Entries shown —
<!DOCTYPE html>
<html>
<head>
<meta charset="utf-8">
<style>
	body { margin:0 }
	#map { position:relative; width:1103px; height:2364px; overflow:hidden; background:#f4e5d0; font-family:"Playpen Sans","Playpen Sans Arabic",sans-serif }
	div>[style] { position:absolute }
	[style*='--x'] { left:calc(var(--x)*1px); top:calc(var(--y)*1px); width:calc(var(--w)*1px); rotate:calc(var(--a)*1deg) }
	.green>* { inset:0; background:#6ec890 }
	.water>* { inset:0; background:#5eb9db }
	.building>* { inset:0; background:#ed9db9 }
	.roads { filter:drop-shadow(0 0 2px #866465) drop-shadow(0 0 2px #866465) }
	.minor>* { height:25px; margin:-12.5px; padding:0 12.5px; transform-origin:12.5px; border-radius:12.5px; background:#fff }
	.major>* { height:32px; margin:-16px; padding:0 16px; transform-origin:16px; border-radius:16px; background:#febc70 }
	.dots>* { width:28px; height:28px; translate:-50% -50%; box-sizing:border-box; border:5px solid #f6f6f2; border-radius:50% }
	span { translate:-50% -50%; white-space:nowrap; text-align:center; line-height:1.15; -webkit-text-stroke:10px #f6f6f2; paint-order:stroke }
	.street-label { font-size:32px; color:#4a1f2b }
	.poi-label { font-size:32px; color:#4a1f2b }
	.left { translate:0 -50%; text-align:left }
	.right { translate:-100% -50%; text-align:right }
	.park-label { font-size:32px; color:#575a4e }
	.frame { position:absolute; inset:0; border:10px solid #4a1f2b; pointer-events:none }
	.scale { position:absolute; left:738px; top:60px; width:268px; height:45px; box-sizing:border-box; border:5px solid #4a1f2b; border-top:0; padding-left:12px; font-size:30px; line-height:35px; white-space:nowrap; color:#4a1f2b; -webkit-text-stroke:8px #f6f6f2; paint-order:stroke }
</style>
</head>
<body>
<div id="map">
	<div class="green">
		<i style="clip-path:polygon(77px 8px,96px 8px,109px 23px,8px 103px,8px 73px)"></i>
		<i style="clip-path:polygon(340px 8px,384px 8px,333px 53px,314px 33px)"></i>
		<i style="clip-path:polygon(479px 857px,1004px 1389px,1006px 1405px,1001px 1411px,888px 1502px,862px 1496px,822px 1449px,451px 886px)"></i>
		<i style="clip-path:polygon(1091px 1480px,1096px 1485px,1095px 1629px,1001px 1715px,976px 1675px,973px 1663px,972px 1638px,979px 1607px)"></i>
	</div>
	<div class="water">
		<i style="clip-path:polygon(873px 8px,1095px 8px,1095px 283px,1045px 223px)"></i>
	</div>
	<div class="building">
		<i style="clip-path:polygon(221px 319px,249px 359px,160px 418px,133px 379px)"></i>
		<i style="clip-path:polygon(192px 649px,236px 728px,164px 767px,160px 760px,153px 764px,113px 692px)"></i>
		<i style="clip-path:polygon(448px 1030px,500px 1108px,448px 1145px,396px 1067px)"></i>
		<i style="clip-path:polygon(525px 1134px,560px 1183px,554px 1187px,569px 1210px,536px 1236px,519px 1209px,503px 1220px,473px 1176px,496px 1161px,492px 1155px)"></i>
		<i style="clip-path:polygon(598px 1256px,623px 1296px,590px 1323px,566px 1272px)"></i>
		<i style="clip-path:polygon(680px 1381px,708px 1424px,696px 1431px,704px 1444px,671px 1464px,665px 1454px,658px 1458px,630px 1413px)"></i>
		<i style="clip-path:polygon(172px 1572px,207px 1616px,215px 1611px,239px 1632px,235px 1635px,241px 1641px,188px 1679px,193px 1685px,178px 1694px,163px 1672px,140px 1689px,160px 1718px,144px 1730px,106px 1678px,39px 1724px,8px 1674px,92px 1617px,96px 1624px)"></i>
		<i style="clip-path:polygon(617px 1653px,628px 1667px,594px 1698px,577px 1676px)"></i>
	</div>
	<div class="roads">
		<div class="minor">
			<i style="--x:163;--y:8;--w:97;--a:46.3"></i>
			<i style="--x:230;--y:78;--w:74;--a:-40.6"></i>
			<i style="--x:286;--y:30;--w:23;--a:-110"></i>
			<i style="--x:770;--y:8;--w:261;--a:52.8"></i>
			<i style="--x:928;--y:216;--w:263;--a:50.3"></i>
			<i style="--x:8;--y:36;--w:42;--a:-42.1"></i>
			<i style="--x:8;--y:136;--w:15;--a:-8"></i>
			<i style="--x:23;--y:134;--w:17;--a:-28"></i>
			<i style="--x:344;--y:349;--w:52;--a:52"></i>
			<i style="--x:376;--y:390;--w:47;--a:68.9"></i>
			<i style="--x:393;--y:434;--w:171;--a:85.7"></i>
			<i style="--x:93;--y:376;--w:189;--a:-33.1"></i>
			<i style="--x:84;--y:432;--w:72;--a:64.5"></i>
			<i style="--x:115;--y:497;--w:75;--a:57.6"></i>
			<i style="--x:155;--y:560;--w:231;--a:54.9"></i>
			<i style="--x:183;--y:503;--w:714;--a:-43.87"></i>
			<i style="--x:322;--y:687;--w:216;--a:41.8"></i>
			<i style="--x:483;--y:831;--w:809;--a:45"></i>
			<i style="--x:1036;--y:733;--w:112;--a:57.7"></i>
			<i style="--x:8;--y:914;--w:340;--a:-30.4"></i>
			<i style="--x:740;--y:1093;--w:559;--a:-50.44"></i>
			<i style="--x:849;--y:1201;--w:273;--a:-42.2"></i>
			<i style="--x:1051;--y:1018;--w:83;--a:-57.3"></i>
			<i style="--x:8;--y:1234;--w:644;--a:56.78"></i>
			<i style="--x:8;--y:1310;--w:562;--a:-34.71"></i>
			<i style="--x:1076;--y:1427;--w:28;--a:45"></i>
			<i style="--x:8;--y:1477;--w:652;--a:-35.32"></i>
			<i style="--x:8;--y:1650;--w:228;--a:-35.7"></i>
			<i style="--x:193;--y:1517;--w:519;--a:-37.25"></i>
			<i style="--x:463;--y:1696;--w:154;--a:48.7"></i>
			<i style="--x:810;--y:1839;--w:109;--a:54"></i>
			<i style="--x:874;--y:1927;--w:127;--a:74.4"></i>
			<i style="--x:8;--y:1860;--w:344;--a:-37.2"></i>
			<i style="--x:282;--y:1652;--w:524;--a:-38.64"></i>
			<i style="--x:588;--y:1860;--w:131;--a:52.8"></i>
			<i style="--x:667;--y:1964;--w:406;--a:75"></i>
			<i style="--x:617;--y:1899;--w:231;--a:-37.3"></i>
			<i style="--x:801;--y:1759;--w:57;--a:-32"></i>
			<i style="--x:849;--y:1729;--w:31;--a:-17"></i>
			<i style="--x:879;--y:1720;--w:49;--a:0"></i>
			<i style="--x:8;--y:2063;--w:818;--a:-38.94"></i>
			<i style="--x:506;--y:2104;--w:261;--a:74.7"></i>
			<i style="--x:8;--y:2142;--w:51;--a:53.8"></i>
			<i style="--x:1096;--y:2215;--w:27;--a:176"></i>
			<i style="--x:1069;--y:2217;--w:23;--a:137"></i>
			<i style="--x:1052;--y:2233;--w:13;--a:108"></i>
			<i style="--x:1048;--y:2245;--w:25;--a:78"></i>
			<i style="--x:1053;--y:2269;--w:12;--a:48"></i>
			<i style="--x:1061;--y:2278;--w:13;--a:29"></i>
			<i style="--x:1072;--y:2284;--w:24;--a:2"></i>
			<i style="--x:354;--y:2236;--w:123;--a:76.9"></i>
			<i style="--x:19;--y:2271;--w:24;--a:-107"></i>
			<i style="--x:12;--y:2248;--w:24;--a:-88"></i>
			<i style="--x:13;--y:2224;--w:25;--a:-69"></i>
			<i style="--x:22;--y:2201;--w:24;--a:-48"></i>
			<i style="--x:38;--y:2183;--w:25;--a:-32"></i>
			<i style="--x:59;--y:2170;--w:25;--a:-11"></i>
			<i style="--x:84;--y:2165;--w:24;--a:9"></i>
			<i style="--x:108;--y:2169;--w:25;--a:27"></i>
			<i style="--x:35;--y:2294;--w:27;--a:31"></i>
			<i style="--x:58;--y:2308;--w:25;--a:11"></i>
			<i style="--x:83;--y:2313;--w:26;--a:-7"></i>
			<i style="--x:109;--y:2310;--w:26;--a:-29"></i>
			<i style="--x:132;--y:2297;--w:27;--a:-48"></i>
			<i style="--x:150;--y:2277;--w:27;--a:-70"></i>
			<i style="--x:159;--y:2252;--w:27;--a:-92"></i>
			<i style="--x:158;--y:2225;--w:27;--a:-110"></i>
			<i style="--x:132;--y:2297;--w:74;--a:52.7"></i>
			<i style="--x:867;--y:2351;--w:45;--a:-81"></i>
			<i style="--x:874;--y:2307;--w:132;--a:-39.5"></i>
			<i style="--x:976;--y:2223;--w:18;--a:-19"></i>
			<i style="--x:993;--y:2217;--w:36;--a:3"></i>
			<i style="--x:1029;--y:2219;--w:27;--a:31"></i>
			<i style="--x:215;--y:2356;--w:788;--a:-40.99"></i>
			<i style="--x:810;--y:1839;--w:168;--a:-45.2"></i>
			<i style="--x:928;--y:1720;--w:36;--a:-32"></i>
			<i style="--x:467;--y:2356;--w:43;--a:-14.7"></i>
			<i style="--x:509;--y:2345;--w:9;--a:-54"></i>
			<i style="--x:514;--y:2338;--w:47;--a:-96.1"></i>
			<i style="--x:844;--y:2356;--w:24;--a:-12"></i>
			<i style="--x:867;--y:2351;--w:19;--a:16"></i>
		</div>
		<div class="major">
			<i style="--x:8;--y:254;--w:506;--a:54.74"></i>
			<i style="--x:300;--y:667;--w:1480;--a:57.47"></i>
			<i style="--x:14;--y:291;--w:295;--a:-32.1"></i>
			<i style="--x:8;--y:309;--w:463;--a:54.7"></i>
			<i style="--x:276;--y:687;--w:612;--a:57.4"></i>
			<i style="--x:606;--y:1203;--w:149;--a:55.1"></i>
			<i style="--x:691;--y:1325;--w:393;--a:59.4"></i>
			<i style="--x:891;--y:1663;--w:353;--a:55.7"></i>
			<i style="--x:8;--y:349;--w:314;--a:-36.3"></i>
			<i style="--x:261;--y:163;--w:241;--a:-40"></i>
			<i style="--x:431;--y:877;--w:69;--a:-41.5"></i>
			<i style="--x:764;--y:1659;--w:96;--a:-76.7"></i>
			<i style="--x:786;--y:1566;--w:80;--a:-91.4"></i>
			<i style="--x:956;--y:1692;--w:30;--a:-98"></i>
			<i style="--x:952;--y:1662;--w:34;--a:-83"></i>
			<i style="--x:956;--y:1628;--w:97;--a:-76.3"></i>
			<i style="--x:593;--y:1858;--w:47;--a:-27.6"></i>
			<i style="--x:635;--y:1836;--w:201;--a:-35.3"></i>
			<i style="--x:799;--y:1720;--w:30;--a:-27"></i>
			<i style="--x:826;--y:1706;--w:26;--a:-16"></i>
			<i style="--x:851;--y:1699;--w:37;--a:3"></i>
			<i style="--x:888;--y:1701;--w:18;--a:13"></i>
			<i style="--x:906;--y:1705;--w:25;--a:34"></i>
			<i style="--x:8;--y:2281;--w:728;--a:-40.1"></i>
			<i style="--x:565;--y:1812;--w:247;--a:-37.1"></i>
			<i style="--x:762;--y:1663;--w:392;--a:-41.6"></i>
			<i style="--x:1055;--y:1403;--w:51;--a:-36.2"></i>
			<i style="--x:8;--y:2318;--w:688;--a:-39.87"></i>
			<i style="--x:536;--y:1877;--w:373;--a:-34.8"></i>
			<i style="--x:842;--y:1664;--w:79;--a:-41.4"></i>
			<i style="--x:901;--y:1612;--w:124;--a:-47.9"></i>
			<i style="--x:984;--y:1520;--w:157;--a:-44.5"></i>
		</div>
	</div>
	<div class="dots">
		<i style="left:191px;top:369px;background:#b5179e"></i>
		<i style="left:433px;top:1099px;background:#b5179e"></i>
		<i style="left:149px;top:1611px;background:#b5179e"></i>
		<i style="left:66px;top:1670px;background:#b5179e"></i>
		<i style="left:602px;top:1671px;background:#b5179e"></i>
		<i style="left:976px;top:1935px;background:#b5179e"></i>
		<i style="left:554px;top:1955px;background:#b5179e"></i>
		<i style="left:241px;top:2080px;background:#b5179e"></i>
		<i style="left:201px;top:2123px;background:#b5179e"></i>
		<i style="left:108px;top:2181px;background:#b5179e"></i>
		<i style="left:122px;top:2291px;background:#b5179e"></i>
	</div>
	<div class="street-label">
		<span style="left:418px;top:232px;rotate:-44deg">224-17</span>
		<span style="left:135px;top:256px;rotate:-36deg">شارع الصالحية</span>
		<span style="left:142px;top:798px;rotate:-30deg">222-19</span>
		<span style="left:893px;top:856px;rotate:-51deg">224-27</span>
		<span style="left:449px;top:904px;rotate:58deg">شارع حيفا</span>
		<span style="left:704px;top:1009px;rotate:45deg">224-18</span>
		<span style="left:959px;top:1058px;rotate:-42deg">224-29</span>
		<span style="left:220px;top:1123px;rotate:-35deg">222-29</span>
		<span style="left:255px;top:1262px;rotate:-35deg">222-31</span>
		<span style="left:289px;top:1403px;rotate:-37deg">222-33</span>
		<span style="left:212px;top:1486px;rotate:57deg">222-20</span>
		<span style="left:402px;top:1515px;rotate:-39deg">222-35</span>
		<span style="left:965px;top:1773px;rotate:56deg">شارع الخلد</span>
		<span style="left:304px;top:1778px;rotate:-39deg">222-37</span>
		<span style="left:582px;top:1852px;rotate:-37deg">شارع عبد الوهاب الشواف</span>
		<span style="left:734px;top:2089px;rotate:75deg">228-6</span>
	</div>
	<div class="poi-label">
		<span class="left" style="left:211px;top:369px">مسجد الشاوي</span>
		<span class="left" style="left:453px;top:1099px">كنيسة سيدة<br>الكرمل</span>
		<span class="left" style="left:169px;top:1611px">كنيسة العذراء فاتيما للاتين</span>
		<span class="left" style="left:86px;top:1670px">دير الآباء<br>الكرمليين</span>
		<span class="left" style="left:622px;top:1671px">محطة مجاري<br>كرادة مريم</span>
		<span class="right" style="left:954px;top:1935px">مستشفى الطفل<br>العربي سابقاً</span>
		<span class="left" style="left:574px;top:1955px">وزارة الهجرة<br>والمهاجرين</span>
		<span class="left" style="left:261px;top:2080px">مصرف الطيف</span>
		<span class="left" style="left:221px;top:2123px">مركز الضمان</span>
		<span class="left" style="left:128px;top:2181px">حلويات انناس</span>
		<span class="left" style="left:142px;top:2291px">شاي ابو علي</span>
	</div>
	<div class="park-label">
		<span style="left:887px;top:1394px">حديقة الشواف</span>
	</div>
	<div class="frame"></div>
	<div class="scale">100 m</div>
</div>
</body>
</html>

Task to carry out —
Please copy every line of the material that contains the word "sizing".

Problem solution —
	.dots>* { width:28px; height:28px; translate:-50% -50%; box-sizing:border-box; border:5px solid #f6f6f2; border-radius:50% }
	.scale { position:absolute; left:738px; top:60px; width:268px; height:45px; box-sizing:border-box; border:5px solid #4a1f2b; border-top:0; padding-left:12px; font-size:30px; line-height:35px; white-space:nowrap; color:#4a1f2b; -webkit-text-stroke:8px #f6f6f2; paint-order:stroke }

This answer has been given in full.